__STORED DATA__:
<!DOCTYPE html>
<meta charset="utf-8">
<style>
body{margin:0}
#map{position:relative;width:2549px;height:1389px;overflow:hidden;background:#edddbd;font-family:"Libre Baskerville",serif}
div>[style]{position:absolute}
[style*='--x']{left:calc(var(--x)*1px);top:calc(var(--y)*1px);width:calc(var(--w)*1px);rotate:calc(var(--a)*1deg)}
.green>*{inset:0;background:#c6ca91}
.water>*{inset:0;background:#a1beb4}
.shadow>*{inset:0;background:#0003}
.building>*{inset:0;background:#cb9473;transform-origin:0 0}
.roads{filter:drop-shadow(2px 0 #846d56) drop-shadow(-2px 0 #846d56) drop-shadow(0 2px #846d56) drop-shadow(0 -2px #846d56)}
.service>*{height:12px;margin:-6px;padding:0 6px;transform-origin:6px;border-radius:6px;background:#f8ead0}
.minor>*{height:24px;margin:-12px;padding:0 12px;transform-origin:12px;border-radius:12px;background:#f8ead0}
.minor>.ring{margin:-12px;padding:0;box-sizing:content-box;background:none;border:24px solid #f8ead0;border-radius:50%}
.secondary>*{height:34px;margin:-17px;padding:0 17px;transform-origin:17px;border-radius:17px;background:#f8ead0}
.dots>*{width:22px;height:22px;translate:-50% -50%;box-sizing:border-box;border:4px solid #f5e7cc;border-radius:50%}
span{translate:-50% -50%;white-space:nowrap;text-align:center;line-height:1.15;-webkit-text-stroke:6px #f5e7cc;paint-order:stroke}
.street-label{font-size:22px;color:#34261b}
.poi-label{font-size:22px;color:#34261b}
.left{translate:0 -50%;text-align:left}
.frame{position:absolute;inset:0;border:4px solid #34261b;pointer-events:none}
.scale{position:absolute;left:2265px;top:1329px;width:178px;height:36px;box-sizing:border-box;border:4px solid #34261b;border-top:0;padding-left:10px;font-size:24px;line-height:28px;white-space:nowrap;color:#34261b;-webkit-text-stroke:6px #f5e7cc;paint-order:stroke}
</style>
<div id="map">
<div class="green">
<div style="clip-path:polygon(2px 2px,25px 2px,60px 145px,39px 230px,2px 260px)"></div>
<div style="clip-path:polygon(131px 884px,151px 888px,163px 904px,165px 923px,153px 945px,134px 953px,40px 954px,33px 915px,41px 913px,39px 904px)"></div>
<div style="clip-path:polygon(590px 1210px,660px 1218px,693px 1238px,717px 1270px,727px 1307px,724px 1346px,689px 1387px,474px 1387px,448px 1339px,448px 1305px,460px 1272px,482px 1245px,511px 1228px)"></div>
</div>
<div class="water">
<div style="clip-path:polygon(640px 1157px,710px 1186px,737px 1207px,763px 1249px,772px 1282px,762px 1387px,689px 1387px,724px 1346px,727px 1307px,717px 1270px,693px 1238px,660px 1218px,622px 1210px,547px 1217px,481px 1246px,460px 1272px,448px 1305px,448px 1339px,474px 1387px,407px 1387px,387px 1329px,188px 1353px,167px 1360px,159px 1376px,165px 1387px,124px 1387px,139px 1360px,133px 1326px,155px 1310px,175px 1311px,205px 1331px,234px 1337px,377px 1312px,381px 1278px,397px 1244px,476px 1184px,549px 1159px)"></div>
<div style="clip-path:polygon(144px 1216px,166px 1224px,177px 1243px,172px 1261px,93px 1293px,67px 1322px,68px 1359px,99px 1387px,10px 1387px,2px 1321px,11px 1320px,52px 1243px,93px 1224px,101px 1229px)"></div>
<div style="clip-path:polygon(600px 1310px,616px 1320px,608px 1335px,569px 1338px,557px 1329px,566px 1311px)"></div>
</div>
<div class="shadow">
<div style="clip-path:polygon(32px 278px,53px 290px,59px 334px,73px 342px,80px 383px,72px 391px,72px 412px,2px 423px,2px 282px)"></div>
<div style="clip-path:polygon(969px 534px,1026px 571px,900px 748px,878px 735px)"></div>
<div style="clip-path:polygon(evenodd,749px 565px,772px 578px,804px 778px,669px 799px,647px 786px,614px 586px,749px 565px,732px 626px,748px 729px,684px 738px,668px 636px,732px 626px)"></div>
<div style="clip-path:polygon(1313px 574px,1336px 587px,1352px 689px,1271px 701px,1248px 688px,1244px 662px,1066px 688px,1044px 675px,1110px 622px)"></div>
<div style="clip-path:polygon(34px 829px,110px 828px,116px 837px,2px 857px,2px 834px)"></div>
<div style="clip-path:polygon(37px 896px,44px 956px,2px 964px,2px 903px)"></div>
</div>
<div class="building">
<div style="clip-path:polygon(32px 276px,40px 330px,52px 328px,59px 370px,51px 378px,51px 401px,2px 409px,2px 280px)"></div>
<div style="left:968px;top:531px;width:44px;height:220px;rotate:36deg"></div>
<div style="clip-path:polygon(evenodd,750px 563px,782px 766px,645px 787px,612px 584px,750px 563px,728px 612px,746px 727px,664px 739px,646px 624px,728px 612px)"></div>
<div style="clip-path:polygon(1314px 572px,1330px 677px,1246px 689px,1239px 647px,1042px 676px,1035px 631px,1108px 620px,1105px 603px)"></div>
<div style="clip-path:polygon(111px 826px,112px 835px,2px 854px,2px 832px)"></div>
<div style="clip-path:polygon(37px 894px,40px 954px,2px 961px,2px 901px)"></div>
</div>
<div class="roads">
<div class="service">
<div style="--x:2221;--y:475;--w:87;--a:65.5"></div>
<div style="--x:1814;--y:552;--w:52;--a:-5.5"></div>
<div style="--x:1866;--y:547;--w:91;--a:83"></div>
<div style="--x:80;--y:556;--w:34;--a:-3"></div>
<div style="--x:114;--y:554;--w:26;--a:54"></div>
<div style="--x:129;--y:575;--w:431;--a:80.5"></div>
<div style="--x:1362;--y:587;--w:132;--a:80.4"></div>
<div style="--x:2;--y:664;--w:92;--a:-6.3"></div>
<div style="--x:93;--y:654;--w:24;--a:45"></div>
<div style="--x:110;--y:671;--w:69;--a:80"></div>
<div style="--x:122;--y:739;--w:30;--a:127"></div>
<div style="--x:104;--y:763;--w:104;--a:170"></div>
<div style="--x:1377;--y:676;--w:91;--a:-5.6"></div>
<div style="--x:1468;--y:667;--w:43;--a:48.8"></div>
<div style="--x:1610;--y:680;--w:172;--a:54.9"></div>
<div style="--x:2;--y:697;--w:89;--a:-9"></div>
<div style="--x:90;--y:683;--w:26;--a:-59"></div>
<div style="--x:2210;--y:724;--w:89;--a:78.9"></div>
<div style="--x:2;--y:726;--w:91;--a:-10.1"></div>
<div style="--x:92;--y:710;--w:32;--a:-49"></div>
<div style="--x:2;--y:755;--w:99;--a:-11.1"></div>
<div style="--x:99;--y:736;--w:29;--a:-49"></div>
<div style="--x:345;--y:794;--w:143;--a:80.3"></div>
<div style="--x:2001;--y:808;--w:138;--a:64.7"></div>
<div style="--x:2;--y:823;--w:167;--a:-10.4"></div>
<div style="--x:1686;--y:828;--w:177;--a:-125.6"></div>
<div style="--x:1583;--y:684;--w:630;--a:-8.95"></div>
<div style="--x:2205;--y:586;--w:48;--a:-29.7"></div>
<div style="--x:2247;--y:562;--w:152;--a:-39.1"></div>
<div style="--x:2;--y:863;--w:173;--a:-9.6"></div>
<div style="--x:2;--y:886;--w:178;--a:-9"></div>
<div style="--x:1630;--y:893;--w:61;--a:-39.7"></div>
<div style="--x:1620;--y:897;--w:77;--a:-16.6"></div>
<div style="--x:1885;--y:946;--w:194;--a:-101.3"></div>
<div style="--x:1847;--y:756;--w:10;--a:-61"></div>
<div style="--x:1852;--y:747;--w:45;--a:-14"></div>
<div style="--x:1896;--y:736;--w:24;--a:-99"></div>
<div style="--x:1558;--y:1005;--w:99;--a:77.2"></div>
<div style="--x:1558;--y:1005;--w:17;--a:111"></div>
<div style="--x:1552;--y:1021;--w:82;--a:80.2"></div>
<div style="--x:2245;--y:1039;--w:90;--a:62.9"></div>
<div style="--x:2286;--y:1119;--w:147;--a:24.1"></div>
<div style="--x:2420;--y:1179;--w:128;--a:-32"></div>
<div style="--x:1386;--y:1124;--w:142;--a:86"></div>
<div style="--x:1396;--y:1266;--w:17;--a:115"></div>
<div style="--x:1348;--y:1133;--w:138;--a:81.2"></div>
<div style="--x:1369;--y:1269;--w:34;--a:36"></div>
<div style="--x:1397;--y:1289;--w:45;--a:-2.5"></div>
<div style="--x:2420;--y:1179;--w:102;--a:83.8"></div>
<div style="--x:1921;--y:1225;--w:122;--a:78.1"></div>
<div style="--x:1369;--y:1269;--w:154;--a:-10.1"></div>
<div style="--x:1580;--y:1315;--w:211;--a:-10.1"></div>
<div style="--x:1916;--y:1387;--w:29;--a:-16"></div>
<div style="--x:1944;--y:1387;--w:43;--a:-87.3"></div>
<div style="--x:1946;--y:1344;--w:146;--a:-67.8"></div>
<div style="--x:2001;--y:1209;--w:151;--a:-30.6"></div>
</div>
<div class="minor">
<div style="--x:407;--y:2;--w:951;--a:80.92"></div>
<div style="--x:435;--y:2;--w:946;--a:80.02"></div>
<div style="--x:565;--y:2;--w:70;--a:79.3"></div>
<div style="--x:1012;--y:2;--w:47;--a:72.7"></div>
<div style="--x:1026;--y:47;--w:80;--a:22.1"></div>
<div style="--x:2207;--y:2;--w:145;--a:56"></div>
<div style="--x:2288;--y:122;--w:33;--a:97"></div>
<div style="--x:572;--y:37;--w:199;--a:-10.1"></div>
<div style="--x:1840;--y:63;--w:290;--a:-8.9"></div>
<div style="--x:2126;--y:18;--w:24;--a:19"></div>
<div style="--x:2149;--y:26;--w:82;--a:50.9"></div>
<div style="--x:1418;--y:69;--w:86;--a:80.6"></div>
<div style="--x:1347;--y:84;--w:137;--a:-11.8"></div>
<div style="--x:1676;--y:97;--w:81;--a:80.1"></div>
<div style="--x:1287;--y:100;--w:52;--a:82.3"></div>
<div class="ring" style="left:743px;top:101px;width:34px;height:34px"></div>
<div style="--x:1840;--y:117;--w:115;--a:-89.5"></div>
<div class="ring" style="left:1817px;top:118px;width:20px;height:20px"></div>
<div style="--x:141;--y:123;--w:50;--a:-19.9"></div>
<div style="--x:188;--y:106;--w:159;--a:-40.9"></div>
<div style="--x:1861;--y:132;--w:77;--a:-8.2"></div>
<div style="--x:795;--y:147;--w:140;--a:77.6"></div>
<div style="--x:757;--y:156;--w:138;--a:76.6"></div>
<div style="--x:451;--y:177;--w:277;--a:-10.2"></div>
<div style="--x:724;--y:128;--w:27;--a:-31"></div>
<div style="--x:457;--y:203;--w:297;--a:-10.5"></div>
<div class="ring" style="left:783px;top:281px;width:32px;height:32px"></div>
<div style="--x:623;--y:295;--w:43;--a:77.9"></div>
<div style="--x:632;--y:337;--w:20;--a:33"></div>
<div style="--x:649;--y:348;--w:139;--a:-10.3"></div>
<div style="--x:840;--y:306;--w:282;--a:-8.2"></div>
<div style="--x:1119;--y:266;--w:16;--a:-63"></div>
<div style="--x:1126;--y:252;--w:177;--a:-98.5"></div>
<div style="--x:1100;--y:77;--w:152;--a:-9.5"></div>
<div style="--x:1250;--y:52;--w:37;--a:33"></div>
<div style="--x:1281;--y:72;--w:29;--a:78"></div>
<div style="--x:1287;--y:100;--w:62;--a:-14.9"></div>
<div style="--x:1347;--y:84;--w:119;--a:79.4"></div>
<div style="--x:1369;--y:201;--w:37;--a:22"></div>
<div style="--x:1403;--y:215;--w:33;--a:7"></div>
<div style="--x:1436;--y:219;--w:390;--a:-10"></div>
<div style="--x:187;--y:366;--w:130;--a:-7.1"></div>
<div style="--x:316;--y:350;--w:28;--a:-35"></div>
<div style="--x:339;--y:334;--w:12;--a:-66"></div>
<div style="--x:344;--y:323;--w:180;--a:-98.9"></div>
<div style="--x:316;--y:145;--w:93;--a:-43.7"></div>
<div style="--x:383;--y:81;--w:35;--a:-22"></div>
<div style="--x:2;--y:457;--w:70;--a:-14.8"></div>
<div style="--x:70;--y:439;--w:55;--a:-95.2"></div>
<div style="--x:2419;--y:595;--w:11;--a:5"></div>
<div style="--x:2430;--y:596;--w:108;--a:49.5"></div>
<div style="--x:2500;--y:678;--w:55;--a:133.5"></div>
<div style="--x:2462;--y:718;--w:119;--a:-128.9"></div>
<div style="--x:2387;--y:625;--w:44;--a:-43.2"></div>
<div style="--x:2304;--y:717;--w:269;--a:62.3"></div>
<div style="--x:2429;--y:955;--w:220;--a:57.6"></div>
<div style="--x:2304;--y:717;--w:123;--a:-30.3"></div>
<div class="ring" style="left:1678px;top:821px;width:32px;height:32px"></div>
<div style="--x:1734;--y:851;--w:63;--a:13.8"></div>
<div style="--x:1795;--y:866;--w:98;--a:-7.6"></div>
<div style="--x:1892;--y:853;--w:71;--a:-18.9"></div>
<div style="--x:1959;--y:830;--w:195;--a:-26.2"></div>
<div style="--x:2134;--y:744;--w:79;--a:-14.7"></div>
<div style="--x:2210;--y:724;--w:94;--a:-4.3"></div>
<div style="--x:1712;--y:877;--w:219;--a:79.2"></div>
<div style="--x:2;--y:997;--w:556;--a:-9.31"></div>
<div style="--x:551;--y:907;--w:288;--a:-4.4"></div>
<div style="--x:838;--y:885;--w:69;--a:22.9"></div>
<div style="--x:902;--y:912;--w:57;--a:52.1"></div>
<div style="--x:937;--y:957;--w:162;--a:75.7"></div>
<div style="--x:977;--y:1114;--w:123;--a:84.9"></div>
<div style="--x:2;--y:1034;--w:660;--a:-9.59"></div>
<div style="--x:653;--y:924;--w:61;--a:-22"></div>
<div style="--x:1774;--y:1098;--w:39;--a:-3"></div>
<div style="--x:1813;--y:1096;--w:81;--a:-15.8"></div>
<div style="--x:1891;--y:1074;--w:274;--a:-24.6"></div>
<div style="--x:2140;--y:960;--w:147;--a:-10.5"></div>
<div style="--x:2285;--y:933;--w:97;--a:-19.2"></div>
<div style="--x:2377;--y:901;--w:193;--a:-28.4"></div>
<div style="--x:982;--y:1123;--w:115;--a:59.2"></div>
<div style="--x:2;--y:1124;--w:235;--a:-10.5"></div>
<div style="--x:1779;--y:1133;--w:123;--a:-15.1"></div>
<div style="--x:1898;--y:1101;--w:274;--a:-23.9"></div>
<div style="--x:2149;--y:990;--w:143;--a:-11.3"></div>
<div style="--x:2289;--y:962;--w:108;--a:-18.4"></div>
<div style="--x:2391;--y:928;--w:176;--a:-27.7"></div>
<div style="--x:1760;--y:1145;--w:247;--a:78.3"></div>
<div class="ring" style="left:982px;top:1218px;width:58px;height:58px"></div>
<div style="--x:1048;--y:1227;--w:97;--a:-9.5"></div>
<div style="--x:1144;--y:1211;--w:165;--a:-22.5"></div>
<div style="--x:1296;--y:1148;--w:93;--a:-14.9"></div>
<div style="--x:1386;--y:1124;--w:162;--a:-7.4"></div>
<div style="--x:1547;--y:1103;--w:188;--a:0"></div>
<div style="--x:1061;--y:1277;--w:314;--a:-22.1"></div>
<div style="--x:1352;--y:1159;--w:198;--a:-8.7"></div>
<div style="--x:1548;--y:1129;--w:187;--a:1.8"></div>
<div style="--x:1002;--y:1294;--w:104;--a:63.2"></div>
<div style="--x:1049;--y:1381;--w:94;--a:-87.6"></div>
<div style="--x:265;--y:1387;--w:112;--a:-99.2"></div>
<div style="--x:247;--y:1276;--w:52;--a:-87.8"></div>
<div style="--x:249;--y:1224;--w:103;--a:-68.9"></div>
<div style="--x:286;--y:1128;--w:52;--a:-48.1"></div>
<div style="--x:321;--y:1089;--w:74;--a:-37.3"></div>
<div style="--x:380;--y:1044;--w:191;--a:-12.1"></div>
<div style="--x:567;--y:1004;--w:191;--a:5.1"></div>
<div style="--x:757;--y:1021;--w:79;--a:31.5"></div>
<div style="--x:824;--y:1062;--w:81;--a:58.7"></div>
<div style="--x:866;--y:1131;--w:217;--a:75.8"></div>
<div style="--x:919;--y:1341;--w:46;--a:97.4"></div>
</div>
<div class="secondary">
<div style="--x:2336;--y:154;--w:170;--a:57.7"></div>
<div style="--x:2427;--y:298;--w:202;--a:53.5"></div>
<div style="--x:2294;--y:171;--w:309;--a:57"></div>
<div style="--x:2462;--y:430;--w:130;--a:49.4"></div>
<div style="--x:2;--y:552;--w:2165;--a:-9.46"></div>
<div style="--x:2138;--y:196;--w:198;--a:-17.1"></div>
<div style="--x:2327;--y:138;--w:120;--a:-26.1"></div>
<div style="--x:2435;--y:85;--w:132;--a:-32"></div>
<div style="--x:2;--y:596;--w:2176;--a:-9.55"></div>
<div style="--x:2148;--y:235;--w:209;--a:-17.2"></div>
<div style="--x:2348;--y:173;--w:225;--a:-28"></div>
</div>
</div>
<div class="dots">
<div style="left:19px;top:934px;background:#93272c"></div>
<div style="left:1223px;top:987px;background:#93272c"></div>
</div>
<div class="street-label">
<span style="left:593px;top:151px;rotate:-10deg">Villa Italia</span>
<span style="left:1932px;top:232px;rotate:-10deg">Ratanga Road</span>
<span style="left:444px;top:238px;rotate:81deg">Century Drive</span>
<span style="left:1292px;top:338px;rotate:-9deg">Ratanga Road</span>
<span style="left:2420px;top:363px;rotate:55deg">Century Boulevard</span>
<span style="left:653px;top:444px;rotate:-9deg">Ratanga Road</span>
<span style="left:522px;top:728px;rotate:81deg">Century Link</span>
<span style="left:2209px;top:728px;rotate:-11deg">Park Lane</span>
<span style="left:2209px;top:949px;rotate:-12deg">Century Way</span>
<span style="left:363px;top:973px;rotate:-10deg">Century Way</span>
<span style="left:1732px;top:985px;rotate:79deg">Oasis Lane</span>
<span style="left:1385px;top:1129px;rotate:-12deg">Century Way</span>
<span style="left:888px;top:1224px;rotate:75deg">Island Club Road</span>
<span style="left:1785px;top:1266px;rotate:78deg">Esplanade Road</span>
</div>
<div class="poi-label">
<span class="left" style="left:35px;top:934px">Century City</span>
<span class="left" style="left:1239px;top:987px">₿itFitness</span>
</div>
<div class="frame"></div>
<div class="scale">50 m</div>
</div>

__ACTION ITEM__: A complete answer gives every line of the data that includes "service".

__REPLY__:
.service>*{height:12px;margin:-6px;padding:0 6px;transform-origin:6px;border-radius:6px;background:#f8ead0}
<div class="service">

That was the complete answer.